Work required - Report each line of the records where "object" occurs.

Provided records -
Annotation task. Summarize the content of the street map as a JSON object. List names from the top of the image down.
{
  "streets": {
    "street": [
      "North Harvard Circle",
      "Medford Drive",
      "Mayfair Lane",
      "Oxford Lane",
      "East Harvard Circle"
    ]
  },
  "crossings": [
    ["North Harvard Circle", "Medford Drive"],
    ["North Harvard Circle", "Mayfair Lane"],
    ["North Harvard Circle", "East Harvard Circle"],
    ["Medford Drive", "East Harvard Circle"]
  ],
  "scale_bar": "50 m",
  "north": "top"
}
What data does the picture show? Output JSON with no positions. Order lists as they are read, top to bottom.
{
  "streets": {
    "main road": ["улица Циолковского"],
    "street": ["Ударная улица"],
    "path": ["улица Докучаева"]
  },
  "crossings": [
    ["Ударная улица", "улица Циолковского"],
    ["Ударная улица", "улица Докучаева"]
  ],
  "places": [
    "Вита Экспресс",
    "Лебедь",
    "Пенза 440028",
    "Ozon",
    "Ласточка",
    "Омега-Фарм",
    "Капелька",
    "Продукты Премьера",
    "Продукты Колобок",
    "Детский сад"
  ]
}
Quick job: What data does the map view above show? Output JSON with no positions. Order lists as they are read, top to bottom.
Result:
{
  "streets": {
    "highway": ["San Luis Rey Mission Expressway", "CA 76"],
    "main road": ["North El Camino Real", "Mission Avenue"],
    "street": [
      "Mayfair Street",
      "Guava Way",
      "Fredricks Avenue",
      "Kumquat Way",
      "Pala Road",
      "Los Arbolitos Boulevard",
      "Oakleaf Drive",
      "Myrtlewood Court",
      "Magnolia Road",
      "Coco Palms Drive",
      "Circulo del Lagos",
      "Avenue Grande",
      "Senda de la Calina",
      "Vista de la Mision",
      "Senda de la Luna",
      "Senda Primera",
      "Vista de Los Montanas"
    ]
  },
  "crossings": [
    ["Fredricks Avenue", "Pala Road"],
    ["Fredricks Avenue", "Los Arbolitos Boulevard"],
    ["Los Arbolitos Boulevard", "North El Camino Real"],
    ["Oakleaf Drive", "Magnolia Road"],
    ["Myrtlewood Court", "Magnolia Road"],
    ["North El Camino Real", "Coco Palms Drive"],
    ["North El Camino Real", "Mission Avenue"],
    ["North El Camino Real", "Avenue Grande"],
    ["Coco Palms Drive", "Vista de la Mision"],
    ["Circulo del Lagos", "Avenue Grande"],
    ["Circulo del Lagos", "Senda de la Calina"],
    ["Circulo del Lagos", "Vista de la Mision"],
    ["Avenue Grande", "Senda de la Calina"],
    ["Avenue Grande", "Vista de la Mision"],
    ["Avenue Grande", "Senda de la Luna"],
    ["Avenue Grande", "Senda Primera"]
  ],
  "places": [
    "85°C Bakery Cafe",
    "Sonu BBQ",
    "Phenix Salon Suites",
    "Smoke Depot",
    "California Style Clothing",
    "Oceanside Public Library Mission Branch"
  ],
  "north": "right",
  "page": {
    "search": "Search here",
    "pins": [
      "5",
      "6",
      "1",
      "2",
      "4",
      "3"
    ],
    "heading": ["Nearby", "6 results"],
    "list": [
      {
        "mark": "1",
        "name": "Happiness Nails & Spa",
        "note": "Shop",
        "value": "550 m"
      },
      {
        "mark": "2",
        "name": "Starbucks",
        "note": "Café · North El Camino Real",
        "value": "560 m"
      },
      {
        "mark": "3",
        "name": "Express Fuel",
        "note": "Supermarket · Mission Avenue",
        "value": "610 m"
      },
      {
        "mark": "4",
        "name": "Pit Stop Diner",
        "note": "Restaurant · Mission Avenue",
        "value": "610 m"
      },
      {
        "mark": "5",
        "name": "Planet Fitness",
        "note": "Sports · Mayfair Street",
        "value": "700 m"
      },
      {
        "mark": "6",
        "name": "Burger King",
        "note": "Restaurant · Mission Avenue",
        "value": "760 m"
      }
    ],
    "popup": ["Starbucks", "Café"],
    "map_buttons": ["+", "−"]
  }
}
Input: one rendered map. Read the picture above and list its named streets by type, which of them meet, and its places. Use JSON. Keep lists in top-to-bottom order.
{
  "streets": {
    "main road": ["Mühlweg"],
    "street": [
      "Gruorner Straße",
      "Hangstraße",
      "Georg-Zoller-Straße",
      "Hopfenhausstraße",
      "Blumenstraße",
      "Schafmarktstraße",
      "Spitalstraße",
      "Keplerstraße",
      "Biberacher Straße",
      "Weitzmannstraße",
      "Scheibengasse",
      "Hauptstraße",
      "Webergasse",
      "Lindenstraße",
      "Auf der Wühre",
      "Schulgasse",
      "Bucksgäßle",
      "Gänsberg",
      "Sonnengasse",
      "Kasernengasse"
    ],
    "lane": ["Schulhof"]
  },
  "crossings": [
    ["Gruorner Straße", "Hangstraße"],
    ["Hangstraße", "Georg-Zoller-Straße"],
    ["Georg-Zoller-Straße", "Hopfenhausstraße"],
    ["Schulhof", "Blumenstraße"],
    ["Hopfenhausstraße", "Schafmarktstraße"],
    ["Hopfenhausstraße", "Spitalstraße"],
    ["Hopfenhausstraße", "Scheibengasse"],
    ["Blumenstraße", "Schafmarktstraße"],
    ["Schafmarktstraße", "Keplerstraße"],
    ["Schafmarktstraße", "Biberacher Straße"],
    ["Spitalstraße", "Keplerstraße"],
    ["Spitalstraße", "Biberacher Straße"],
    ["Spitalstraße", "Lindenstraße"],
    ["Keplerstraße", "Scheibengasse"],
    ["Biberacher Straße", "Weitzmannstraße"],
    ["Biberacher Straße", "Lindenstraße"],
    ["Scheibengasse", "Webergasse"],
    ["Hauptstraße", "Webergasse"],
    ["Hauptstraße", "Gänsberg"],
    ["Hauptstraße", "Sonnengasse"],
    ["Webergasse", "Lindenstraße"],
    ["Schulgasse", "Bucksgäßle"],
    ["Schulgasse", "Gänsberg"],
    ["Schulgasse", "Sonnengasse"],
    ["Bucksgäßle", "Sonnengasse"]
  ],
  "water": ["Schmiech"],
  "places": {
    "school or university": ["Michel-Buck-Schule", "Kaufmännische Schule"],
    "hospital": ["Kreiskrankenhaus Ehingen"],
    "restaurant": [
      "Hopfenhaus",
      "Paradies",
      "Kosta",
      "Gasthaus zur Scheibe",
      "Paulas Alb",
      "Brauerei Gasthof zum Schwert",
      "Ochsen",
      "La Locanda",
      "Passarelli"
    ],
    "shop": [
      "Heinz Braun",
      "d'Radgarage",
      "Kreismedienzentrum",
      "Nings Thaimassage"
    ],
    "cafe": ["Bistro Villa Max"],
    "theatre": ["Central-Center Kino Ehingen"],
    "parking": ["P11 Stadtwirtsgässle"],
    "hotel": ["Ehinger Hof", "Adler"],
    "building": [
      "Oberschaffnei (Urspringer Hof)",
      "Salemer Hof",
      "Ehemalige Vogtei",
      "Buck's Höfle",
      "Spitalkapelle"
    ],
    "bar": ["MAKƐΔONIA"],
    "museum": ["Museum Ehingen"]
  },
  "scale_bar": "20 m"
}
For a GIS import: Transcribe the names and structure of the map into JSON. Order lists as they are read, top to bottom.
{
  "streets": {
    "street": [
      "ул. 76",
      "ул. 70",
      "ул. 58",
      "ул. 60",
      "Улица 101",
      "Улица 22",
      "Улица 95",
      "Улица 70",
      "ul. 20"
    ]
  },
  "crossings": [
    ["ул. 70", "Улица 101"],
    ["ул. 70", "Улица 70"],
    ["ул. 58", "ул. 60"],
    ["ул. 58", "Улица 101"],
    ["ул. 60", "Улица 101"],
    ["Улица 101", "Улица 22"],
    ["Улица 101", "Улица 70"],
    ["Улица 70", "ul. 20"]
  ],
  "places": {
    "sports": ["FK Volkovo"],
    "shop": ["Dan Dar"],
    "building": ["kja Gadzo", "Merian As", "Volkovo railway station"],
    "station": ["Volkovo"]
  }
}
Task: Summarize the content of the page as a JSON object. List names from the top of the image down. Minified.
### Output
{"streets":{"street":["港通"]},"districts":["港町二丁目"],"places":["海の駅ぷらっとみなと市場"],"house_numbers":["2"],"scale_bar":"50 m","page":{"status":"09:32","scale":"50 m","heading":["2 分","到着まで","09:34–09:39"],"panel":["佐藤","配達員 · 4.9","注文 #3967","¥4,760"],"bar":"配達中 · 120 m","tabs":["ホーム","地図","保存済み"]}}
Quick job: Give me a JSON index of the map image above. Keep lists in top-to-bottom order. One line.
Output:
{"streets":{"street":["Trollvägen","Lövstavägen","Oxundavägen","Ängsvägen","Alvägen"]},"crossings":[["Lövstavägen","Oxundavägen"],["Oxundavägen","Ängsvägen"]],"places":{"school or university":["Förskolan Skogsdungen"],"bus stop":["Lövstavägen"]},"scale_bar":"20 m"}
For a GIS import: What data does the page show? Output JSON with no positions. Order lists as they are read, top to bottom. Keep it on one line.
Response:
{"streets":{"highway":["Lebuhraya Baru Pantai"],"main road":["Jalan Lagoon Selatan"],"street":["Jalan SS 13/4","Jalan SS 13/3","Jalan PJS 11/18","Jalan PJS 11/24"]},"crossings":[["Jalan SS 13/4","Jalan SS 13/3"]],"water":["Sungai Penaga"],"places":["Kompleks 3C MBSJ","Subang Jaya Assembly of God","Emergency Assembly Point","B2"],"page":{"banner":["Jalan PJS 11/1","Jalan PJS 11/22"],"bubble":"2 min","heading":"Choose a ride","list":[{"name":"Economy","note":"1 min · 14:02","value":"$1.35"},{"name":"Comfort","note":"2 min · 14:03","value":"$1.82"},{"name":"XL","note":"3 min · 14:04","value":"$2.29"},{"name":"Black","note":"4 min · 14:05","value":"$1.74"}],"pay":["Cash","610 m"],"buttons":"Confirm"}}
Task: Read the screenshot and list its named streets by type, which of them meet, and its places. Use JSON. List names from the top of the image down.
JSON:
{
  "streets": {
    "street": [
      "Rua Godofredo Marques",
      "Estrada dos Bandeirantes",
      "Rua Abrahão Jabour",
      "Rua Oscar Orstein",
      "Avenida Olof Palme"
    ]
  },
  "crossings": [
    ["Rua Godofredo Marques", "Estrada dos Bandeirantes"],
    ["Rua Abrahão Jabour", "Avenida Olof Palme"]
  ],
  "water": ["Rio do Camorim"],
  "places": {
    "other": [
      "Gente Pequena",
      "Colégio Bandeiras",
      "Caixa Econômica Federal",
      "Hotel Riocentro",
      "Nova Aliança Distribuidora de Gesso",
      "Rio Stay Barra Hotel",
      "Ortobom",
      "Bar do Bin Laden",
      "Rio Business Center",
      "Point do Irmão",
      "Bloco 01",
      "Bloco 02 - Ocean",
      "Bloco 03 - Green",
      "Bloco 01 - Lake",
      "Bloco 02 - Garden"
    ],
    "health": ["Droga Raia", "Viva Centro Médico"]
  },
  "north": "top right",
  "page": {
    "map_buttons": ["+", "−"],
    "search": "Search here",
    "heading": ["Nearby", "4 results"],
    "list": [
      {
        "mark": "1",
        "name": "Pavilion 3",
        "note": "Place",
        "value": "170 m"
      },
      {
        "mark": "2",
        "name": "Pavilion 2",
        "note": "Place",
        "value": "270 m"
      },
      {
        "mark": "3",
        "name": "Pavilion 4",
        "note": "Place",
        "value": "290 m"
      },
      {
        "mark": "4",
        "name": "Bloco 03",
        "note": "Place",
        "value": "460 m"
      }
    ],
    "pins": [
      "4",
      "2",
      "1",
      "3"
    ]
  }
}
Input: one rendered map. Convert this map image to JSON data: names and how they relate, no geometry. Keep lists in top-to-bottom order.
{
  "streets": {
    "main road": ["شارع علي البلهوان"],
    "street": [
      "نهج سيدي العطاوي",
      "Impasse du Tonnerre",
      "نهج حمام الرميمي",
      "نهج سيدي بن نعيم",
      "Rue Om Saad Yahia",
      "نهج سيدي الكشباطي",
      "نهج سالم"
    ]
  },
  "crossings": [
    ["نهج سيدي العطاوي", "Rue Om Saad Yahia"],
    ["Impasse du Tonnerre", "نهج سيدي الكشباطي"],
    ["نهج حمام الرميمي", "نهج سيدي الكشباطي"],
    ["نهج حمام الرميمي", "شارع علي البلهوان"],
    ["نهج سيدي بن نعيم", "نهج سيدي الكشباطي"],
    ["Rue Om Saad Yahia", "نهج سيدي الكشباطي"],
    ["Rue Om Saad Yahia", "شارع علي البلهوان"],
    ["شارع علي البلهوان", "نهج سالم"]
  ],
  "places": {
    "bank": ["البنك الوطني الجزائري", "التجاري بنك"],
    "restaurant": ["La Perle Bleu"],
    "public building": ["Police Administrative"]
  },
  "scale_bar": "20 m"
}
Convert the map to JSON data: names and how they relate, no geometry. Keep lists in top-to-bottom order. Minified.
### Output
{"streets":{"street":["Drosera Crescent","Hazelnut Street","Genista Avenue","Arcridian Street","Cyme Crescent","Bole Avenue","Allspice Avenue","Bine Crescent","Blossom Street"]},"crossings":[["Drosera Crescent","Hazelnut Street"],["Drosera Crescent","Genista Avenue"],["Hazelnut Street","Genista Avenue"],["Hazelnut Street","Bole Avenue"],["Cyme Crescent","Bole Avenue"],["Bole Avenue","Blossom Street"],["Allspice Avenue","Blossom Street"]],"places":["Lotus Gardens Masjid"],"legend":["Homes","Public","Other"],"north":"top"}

Result -
Annotation task. Summarize the content of the street map as a JSON object. List names from the top of the image down.
Task: Summarize the content of the page as a JSON object. List names from the top of the image down. Minified.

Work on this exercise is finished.